"It's something akin to the [movie] `Field of Dreams.' Build it and they will come," said Greg Morell, explaining how Tehiyah Day School of El Cerrito will fill its classrooms after it nearly doubles in size over the next few years.
The school kicked off a three-to-five-year expansion plan last month with a ground-breaking ceremony. The three-phase plan will increase the school's interior space by about 80 percent, from 17,500 to 31,761 square feet.
The expansion isn't much of a gamble: Students from kindergarten through eighth grade have already been coming to Tehiyah Day School in droves.
"It's too crowded," said Morell, who was elected president of the board at Tehiyah last month, and now finds himself in the midst of a construction plan the school has been developing for over a year.
The use permit at the school allows 360 students. The school already has 275 — about double what it had only five years ago.

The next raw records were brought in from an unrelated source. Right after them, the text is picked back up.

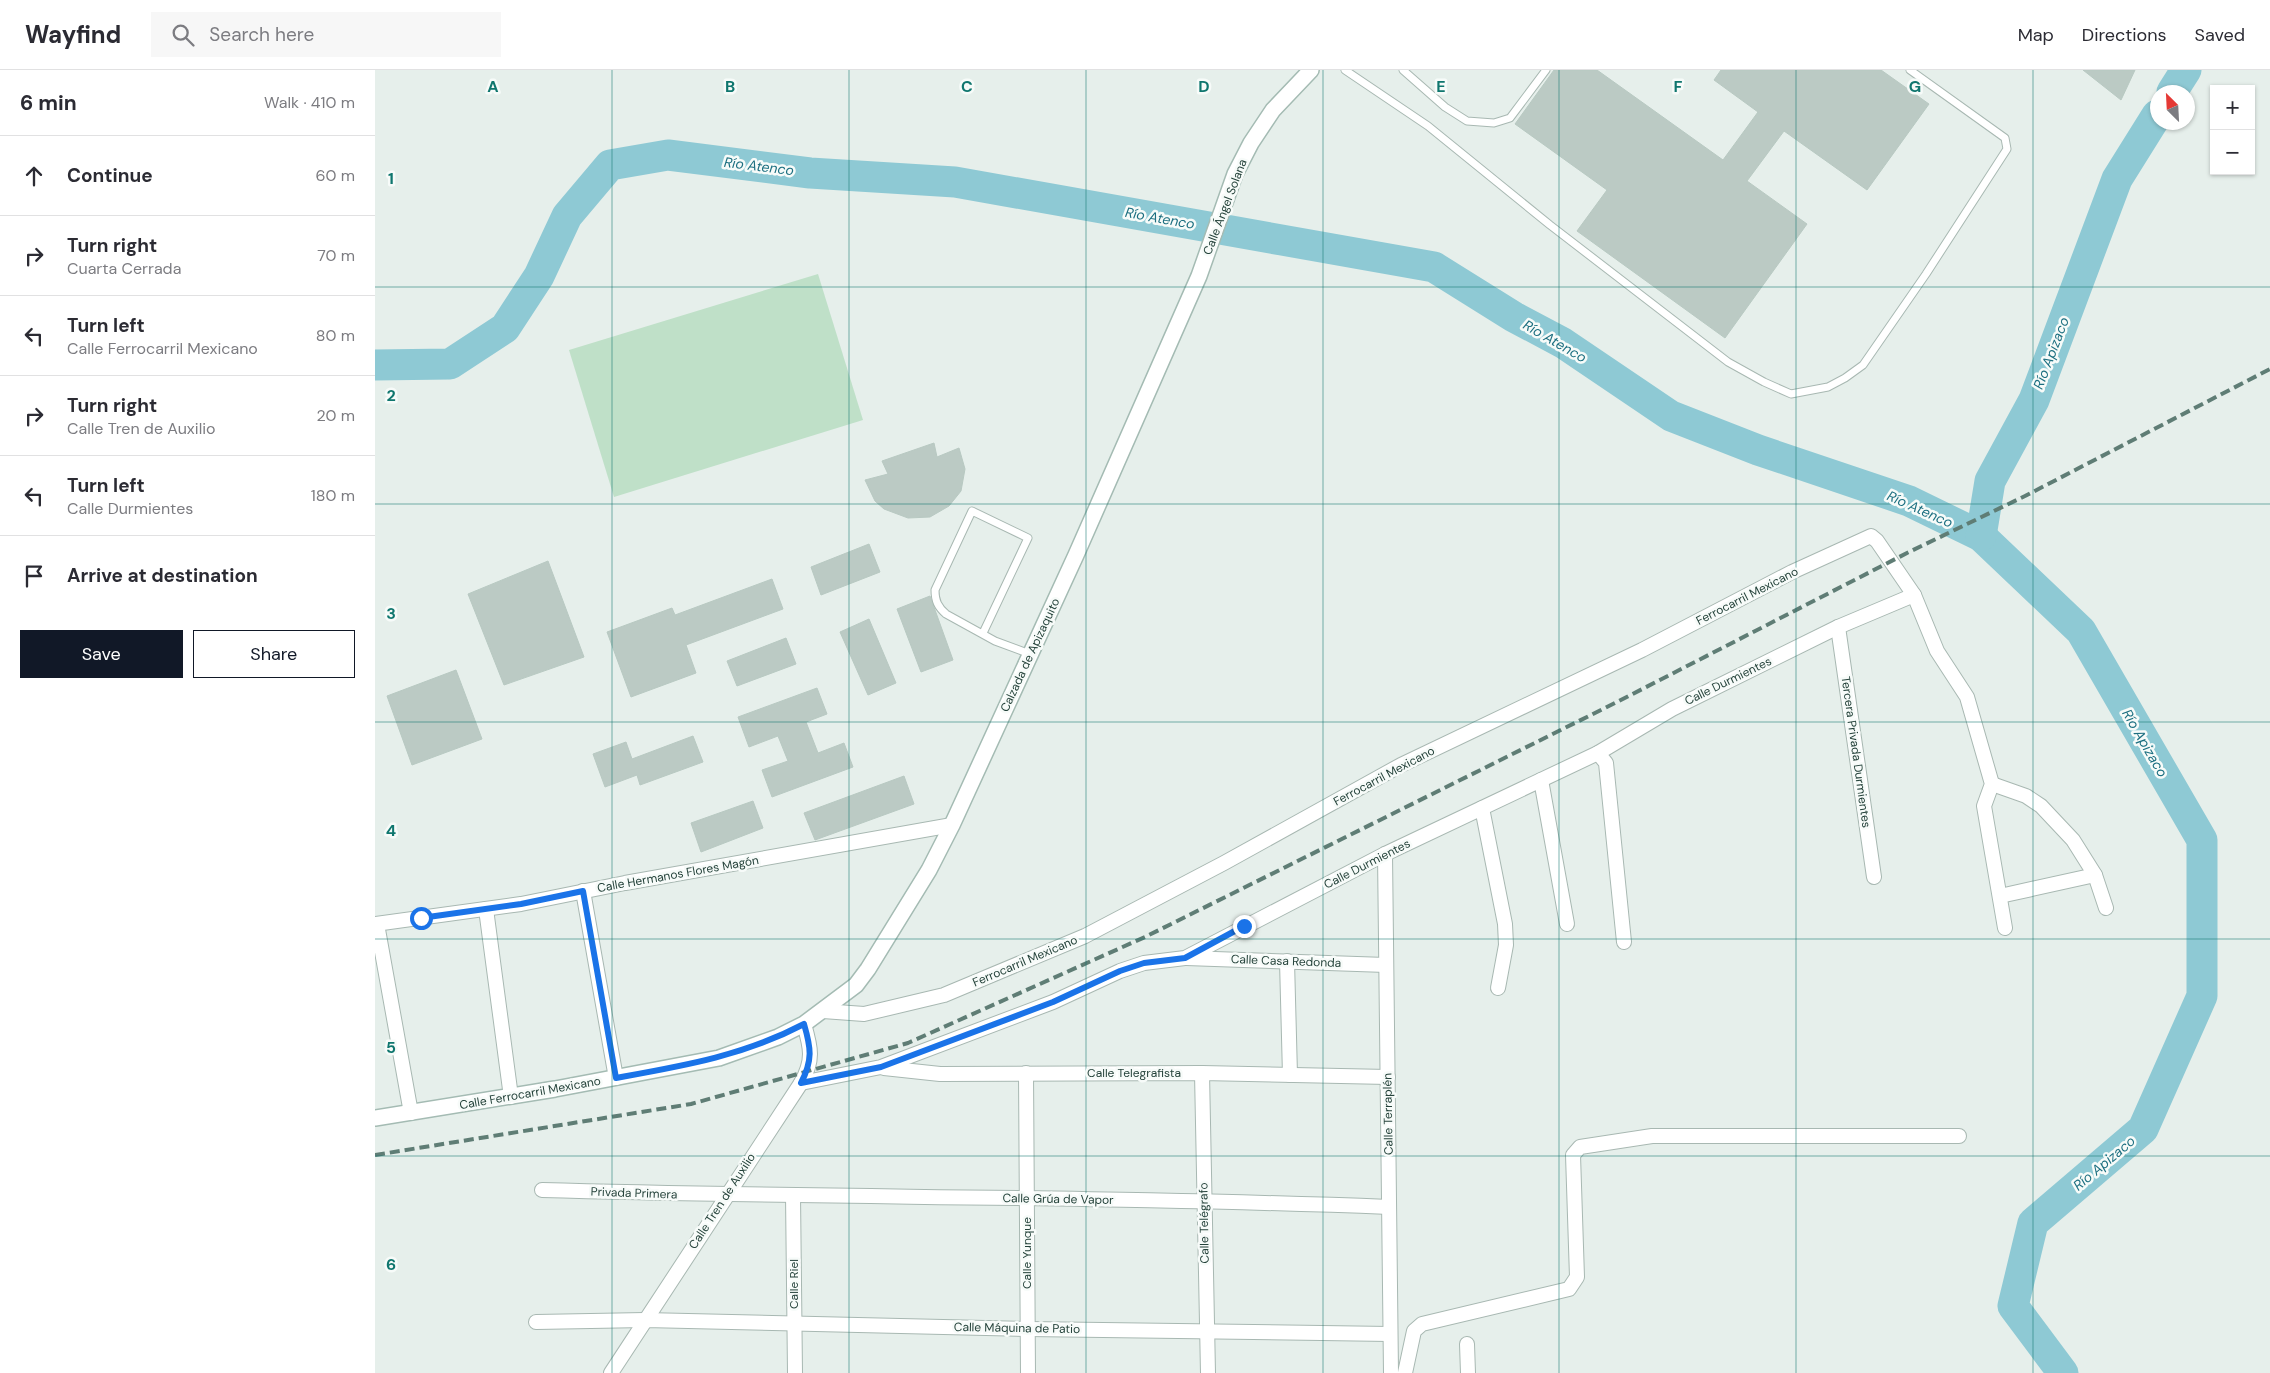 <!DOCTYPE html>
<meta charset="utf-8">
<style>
:root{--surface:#fff;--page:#f7f7f7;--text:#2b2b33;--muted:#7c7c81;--line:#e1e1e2;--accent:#111827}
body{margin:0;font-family:"DM Sans",sans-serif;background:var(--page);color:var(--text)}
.controls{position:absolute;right:15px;top:15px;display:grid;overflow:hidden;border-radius:0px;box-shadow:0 1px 4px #0004}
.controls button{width:45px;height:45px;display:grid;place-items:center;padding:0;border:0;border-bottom:1px solid var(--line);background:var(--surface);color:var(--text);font:25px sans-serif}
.compass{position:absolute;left:1775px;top:15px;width:45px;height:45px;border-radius:50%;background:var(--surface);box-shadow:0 1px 4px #0004;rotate:336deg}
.stop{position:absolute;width:15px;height:15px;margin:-11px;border:4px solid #1a73e8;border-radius:50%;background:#fff}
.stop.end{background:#1a73e8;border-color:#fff;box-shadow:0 1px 5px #0008}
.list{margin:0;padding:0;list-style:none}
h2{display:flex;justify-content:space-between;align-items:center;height:65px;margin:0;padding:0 20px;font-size:21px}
h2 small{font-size:16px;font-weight:400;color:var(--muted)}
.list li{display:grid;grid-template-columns:32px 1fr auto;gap:15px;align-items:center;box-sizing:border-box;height:80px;padding:0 20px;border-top:1px solid var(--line)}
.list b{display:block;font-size:19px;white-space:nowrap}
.list p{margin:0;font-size:16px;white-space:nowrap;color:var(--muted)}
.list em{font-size:16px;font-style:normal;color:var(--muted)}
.actions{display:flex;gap:10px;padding:15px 20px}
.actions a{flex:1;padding:11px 0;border:1px solid var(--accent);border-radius:0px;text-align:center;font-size:18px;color:var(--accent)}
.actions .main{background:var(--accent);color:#fff}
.icon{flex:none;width:28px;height:28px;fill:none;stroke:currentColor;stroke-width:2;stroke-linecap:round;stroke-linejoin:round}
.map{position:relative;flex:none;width:1895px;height:1303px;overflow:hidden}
header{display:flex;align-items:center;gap:30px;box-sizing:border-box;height:70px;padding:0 25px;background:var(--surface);border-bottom:1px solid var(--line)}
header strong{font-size:24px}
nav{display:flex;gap:28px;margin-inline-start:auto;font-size:18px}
.search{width:350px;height:45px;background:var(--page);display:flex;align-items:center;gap:12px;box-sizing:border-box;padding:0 18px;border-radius:0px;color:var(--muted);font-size:19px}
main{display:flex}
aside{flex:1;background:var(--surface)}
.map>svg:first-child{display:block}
.green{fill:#bfe0c8}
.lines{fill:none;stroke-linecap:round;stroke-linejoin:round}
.river{stroke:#8ec9d4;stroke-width:31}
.building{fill:#bbcac4;stroke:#b8c9c2}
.lane-casing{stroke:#a8b8b2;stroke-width:9}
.street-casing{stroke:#a8b8b2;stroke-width:16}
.secondary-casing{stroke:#a4bbb3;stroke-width:18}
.lane{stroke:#fff;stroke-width:7}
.street{stroke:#fff;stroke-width:14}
.secondary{stroke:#fff;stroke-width:15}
.rail{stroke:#5f7d75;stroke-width:4;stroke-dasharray:10 5;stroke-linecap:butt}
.route{stroke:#1a73e8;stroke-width:6}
.grid{fill:none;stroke:#0f766e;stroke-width:1;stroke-opacity:0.55}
.labels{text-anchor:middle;stroke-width:5;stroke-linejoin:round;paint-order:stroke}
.street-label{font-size:12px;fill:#24423a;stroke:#f7fbf9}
.water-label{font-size:14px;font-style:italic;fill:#1c6f80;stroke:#f7fbf9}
.grid-label{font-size:16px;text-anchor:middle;font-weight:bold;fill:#0f766e;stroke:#f7fbf9;stroke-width:5;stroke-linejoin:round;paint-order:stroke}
</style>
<header>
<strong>Wayfind</strong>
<div class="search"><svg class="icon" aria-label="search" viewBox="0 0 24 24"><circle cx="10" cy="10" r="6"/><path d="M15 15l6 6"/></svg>Search here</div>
<nav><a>Map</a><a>Directions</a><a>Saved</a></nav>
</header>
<main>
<aside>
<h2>6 min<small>Walk · 410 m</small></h2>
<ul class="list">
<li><svg class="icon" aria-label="ahead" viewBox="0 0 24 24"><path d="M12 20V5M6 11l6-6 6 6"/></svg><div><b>Continue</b></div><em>60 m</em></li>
<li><svg class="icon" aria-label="right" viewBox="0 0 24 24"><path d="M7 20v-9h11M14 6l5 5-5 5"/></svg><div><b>Turn right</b><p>Cuarta Cerrada</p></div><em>70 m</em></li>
<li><svg class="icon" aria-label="left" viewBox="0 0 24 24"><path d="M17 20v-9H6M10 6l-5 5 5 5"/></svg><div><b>Turn left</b><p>Calle Ferrocarril Mexicano</p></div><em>80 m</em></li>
<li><svg class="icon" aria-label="right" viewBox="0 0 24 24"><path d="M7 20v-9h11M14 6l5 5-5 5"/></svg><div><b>Turn right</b><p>Calle Tren de Auxilio</p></div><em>20 m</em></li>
<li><svg class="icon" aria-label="left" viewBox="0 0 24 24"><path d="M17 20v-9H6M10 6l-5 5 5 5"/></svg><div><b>Turn left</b><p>Calle Durmientes</p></div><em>180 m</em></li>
<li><svg class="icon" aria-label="arrive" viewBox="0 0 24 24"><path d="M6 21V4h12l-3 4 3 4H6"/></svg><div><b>Arrive at destination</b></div></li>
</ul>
<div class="actions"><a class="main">Save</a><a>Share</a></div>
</aside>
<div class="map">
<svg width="1895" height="1303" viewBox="0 0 1895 1303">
<rect width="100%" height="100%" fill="#e6efeb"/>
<!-- green -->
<path class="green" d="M443 204 488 350 239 427 194 280Z"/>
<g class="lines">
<!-- river -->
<g class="river">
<path d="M1797 22 1811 0"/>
<path d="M0 295 75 294 130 258 164 206 192 146 235 95 293 85 435 103 580 112 1059 197 1139 247 1188 273 1296 346 1383 380 1534 431 1606 466 1706 561 1827 770V926L1768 1059 1658 1153 1638 1236 1688 1303"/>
<path d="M1606 466 1615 411 1659 330 1742 109 1782 45"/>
</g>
</g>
<!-- building -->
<g class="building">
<path d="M1179 0H1222L1348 90 1383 42 1339 10 1346 0H1506L1554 34 1492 120 1409 61 1372 111 1432 154 1350 268 1202 161 1232 120 1140 54Z"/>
<path d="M1708 0H1760L1746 30Z"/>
<path d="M559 373 562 387 584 378 590 399 586 421 574 436 555 447 533 448 509 439 500 431 490 410 513 404 507 391Z"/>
<path d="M494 474 505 502 446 525 436 497Z"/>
<path d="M173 491 209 587 129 615 93 524Z"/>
<path d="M397 509 408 539 311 575 321 603 256 627 232 562 297 538 300 545Z"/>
<path d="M555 526 578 590 546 602 522 539Z"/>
<path d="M494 549 521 613 493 625 465 562Z"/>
<path d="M411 568 421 594 362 616 352 591Z"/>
<path d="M81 600 107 669 37 695 12 626Z"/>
<path d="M442 618 452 644 431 652 443 683 469 673 478 697 397 727 387 700 413 691 403 666 374 677 363 647Z"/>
<path d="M318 666 328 692 265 715 262 705 230 717 218 684 251 672 257 689Z"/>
<path d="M529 706 539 734 440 770 429 743Z"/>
<path d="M378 731 388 758 326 782 316 753Z"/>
</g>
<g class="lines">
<!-- lane casing -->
<g class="lane-casing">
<g id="lane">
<path d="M970 0 1053 56 1175 155 1353 292 1389 312 1416 324 1453 317 1470 308 1488 295 1551 204 1632 79 1630 68 1535 0"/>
<path d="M1028 0 1070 37 1092 51 1119 53 1135 48 1171 0"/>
<path d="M608 563 653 468 597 441 560 520C560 531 563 537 571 544L620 571 655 584"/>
</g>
</g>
<!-- street casing -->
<g class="street-casing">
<g id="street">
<path d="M1463 557 1499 807"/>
<path d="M1223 683 1231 693 1249 872"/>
<path d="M1166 710 1192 854"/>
<path d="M1617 714 1651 726 1666 736 1698 770 1720 805 1731 838"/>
<path d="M1107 738 1130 854 1131 875 1123 918"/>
<path d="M1010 784 1016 1303"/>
<path d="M208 821 241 1008"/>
<path d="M1625 826 1720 805"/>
<path d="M111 839 136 1027"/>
<path d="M0 854 146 834 250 813 577 755"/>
<path d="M2 854 36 1043"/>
<path d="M811 888 1011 895"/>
<path d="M912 891 915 1005"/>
<path d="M448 941 489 944 569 925 710 866 849 793 1026 695 1267 580 1417 502 1496 466 1502 471 1539 525 1562 581 1592 627 1617 714 1609 736 1630 858"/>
<path d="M509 998 565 1004 827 1003 1013 1007"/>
<path d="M651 1003 653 1303"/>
<path d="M827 1003 833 1303"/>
<path d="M426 1013 506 997 678 932 745 901 769 893 810 888 1010 784 1223 683 1297 639 1463 557 1539 525"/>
<path d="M167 1120C449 1128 732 1126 1014 1137"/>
<path d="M418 1125 420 1303"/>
<path d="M161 1252 270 1250 653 1259 1015 1264"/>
<path d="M1092 1274 1093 1303"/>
<path d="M236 1303 426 1013C439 990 436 978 429 954"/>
<path d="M1030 1303 1039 1261 1047 1254 1194 1219 1202 1207 1198 1085 1205 1077 1277 1066H1584"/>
</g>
</g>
<!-- secondary casing -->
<g class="secondary-casing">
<path id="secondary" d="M0 1048 180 1019 344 988 403 967 429 954 481 915 493 899 554 800 577 755 701 485 824 206 860 104 876 73 898 40 936 0"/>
</g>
<!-- lane -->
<use href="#lane" class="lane"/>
<!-- street -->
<use href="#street" class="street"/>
<!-- secondary -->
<use href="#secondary" class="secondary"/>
<!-- rail -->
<path class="rail" d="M0 1085 316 1034 533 973 770 867 1244 631 1532 483 1650 426 1895 299"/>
</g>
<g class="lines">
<!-- route -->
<path class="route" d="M46 848 146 834 208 821 241 1008C308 996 368 986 429 954 436 978 438 990 426 1013L506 997 678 932 745 901 769 893 810 888 869 856"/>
</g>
<!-- grid -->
<path class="grid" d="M237 0V1303M474 0V1303M711 0V1303M948 0V1303M1184 0V1303M1421 0V1303M1658 0V1303M0 217H1895M0 434H1895M0 652H1895M0 869H1895M0 1086H1895"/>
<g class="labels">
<!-- street labels -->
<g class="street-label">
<text transform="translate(850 137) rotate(-69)" y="4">Calle Ángel Solana</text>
<text transform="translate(1372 526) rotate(-27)" y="4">Ferrocarril Mexicano</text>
<text transform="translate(655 585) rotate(-65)" y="4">Calzada de Apizaquito</text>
<text transform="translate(1353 611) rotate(-26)" y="4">Calle Durmientes</text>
<text transform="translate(1481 682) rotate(82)" y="4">Tercera Privada Durmientes</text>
<text transform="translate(1009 706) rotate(-28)" y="4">Ferrocarril Mexicano</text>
<text transform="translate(992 794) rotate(-27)" y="4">Calle Durmientes</text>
<text transform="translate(303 804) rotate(-10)" y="4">Calle Hermanos Flores Magón</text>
<text transform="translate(650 891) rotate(-23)" y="4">Ferrocarril Mexicano</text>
<text transform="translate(911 891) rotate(2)" y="4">Calle Casa Redonda</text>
<text x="759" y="1007">Calle Telegrafista</text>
<text transform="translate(155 1023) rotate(-10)" y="4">Calle Ferrocarril Mexicano</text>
<text transform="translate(1013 1044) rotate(-91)" y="4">Calle Terraplén</text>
<text transform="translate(259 1123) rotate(2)" y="4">Privada Primera</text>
<text transform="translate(683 1129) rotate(1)" y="4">Calle Grúa de Vapor</text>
<text transform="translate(347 1131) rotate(-57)" y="4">Calle Tren de Auxilio</text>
<text transform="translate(829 1153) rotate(-91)" y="4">Calle Telégrafo</text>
<text transform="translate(652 1183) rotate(-90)" y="4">Calle Yunque</text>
<text transform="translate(419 1214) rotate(-90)" y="4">Calle Riel</text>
<text transform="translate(642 1258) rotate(1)" y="4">Calle Máquina de Patio</text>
</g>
<!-- water labels -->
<g class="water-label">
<text transform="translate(384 96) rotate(7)" y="5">Río Atenco</text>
<text transform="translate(785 148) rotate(10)" y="5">Río Atenco</text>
<text transform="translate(1180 271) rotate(30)" y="5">Río Atenco</text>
<text transform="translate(1676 283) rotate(-69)" y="5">Río Apizaco</text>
<text transform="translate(1545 439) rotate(24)" y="5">Río Atenco</text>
<text transform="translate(1770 673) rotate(60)" y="5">Río Apizaco</text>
<text transform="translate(1729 1093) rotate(-40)" y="5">Río Apizaco</text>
</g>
</g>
<g class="grid-label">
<text x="118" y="22">A</text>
<text x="355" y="22">B</text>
<text x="592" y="22">C</text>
<text x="829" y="22">D</text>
<text x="1066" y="22">E</text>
<text x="1303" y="22">F</text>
<text x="1540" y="22">G</text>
<text x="16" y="114">1</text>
<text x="16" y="331">2</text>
<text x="16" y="549">3</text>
<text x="16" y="766">4</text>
<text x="16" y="983">5</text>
<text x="16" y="1200">6</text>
</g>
</svg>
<div class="controls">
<button>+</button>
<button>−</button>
</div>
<svg class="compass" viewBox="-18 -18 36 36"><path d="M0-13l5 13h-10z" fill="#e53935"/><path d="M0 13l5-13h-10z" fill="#7c7c81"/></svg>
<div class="stop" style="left:46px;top:848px"></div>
<div class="stop end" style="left:869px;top:856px"></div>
</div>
</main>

"We try to do much too much in too little space," Morell said. "Lots of our spaces serve multiple purposes. That's hard on our teachers, it's hard on our students, it's hard on everybody."
Tehiyah purchased the 3.1 acre site from the Richmond Unified School District in 1984. The building was formerly an elementary school annex.
This summer, in the first phase of the expansion, a computer lab, science room, two classrooms and a faculty workroom will be built, with completion expected before school starts in the fall.
Phase two, slated for next year, calls for the addition of a music room, art room, entry court and auditorium. For lack of an auditorium this year, the school held its graduation ceremonies in Berkeley.
Phase three, slated to begin in the summer of 1998, will include a new library, Judaic studies room, primary-grade science room, and added space for the middle-school classes.
When construction is completed, Tehiyah will not only be larger, but look more presentable, like "its own self-contained school and not just an annex of the school down the street," said Joanne Backman, co-chair of the school's development committee with Noah Alper of Noah's Bagels.
Total cost of the project is estimated at $3.5 million. So far, the school has raised about $600,000.
A hefty contribution of $260,000 from Hope and Noah Alper greatly assisted the fund-raising effort and enabled the project to move forward, according to Debbie Sanderson, Tehiyah's outgoing board president. She has been involved in the expansion process from its inception.
"I had reached the point where I couldn't proceed without money, and I didn't know where it would come from," Sanderson said. "It saved the day."
The Alpers have two children attending the school. Their oldest son, Jesse Buckner Alper, started at Tehiyah when he was in the fourth grade. He has since graduated high school, spent a year in Israel, and is headed for Brandeis University in September.
"Kids who go to Jewish day school are more likely to be involved in Judaism as they grow up," Hope Alper said, explaining why they gave a significant donation. "We're big supporters of Jewish education for our youth."
Tehiyah Day School is actively soliciting donations from parents and grandparents of students, people in the community and foundations, according to school development director Martha Kariv.
"One of the goals of this," she said, "is to build something not only for our children, but for our children's children."